How to Remove Duplicate Lines From a Text List
Duplicate lines in text lists accumulate from copy-pasting, merging sources, and exporting data from systems that don't enforce uniqueness. Removing them before importing, processing, or sending the list prevents downstream errors and false counts.
Where duplicates come from
The most common sources:
- Merging two lists that overlap (combining two email lists, two keyword lists, two ID exports)
- Copying data from multiple pages of a paginated report
- Exporting the same data twice with slightly different date ranges
- Data from a system that doesn't enforce uniqueness at the storage level
- Manual data entry where the same item was added twice
Basic deduplication
For a sorted list, duplicates appear adjacent to each other, which makes them easy to spot visually. For an unsorted list, duplicates can be anywhere — which is why a tool that handles the detection automatically is faster than manual review.
Deduplication can be case-sensitive or case-insensitive. Alice and alice are different strings but often represent the same record. Whether to treat them as duplicates depends on your data — email addresses should be deduplicated case-insensitively, while code identifiers should usually be case-sensitive.
Whitespace also matters. "Alice " (trailing space) and "Alice" look identical in a text editor but aren't. Trim before deduplicating to avoid false non-matches.
Ordering considerations
Deduplication preserves one instance of each duplicate. Which instance is kept depends on the algorithm:
- First occurrence: keep the first, discard subsequent. Best when insertion order matters and you trust the original source order.
- Last occurrence: keep the last, discard earlier ones. Useful when the list is ordered by time and you want the most recent version of each record.
- Sorted: sort first, then deduplicate. Produces alphabetically ordered output.
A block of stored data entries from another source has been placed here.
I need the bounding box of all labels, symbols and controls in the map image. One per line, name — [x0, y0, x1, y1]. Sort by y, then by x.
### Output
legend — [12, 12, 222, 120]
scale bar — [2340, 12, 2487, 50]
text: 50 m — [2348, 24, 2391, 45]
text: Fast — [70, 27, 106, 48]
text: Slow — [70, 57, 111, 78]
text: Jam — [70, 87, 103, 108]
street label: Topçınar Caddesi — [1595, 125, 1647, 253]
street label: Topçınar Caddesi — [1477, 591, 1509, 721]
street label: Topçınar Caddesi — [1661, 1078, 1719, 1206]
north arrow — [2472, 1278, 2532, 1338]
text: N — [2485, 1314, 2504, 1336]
Good for keyword lists, domain lists, and other order-independent data.
Command line options
For large files, command-line tools are faster than browser-based tools:
# Sort and deduplicate (Unix/macOS/Linux)
sort -u input.txt > output.txt
# Deduplicate without sorting (preserves original order)
awk '!seen[$0]++' input.txt > output.txt
# Case-insensitive deduplication
sort -f -u input.txt > output.txt
For browser-based deduplication without writing code, a text sorter and deduplicator handles this in a few seconds — paste, click, copy the result.